This task calls for copying every line in the data below that contains the word "Math".

---

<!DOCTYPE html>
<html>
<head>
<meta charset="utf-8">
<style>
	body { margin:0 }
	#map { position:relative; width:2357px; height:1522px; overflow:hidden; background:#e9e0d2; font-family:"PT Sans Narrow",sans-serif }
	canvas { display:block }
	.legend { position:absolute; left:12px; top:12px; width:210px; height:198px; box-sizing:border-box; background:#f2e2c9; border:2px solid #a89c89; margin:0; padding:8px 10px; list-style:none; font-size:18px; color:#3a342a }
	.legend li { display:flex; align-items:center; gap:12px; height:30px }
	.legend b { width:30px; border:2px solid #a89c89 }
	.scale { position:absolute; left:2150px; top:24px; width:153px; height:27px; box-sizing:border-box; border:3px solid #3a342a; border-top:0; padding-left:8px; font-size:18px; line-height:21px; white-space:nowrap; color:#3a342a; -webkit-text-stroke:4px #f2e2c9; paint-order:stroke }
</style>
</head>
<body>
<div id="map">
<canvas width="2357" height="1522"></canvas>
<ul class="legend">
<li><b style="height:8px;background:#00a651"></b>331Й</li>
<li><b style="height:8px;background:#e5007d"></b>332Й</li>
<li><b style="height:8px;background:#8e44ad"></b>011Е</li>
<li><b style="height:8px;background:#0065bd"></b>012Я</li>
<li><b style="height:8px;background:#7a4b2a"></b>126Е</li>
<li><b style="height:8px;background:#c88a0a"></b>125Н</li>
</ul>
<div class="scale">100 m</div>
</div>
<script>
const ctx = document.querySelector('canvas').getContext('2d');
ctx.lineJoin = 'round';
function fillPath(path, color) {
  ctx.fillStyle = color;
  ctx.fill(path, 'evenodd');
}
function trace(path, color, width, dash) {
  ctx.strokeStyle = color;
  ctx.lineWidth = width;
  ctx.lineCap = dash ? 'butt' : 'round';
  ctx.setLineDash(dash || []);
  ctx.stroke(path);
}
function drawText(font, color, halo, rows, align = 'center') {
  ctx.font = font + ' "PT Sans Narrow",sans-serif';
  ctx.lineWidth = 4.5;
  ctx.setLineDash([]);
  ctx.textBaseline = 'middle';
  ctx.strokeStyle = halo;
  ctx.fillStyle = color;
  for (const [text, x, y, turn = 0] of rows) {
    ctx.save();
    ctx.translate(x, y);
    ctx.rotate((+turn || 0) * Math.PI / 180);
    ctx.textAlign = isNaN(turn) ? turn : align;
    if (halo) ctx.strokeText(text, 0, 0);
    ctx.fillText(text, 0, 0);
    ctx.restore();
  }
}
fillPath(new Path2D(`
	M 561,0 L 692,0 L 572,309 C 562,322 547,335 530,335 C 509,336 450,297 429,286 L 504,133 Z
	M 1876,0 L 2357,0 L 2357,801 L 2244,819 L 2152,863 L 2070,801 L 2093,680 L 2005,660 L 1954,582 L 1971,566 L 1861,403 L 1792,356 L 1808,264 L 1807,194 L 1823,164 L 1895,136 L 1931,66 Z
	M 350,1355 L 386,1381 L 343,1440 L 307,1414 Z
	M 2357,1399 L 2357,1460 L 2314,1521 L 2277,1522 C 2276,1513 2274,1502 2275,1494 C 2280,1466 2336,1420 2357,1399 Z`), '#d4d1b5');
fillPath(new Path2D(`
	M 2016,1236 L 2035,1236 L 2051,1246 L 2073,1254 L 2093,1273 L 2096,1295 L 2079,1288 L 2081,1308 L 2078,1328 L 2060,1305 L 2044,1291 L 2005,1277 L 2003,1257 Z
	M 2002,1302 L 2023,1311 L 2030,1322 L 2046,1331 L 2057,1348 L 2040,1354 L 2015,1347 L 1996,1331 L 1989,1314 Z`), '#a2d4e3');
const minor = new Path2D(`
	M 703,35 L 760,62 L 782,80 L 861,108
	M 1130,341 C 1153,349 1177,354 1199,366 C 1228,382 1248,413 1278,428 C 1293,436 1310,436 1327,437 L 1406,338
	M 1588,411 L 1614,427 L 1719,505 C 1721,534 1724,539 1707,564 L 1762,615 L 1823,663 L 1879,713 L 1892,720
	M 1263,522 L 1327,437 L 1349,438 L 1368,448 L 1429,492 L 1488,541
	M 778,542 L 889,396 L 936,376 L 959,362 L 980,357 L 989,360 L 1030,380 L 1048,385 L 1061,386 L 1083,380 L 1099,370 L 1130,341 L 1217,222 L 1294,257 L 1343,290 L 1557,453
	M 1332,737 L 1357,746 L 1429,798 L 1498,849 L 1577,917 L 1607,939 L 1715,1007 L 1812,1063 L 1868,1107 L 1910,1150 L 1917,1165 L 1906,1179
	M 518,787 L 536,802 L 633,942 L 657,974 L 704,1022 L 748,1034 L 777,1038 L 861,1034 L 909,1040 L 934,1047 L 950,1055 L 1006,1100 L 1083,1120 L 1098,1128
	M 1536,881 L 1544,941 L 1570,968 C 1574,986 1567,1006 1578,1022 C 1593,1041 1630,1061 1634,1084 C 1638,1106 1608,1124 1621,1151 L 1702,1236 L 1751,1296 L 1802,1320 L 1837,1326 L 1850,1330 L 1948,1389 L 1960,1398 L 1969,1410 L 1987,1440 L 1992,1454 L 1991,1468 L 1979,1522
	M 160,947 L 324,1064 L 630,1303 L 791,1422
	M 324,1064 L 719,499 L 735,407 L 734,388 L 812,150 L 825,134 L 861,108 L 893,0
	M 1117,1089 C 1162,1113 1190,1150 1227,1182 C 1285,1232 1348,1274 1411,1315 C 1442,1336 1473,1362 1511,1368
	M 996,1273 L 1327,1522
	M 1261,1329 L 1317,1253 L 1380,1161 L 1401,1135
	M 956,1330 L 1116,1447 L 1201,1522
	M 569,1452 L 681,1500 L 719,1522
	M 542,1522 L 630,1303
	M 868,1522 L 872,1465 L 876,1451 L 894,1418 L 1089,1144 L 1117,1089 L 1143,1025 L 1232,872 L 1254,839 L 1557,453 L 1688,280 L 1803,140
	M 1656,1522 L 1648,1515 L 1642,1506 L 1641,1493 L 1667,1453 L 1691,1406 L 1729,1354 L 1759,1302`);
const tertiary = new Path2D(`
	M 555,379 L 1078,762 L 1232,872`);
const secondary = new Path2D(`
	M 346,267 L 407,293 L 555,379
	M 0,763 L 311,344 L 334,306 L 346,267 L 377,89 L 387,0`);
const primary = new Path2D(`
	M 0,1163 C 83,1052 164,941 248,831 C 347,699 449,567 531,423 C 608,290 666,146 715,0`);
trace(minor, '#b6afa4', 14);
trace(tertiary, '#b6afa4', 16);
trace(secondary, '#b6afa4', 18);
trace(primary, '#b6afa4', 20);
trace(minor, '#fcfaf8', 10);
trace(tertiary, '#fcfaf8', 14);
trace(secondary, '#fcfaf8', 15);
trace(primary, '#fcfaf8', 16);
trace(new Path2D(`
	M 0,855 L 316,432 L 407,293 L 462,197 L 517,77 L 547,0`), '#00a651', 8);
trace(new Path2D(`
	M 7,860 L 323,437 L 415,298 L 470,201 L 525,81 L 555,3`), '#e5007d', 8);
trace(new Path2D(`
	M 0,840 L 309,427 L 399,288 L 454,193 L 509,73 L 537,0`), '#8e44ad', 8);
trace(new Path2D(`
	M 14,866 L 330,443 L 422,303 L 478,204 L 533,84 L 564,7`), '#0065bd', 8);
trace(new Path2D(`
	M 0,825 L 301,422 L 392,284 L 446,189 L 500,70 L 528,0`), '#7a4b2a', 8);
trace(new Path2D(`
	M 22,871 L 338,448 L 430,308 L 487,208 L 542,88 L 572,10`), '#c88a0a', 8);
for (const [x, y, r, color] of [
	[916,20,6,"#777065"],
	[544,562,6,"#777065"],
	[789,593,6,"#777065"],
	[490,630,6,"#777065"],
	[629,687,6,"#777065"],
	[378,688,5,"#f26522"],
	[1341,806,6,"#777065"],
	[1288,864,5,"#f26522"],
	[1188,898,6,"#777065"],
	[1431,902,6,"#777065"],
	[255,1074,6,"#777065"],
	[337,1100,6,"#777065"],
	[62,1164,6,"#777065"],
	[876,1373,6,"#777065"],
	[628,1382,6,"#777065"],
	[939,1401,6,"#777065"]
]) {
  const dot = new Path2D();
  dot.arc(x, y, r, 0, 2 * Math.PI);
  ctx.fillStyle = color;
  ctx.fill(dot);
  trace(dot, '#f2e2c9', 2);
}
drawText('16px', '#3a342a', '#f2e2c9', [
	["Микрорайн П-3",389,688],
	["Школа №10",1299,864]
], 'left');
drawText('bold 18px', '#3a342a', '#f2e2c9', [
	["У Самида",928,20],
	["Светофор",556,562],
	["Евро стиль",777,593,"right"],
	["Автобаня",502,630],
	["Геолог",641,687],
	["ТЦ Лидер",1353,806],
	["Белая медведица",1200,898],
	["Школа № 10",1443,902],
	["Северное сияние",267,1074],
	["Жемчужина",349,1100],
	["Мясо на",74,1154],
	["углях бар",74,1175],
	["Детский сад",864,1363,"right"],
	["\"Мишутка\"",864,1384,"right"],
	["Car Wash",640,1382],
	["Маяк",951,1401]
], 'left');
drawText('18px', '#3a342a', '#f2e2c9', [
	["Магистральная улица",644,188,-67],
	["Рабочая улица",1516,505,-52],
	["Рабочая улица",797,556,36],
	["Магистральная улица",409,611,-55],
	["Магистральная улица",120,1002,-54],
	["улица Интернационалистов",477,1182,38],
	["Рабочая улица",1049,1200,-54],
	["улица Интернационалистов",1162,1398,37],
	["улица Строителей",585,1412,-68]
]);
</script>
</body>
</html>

---

Result of this exercise:
    ctx.rotate((+turn || 0) * Math.PI / 180);
  dot.arc(x, y, r, 0, 2 * Math.PI);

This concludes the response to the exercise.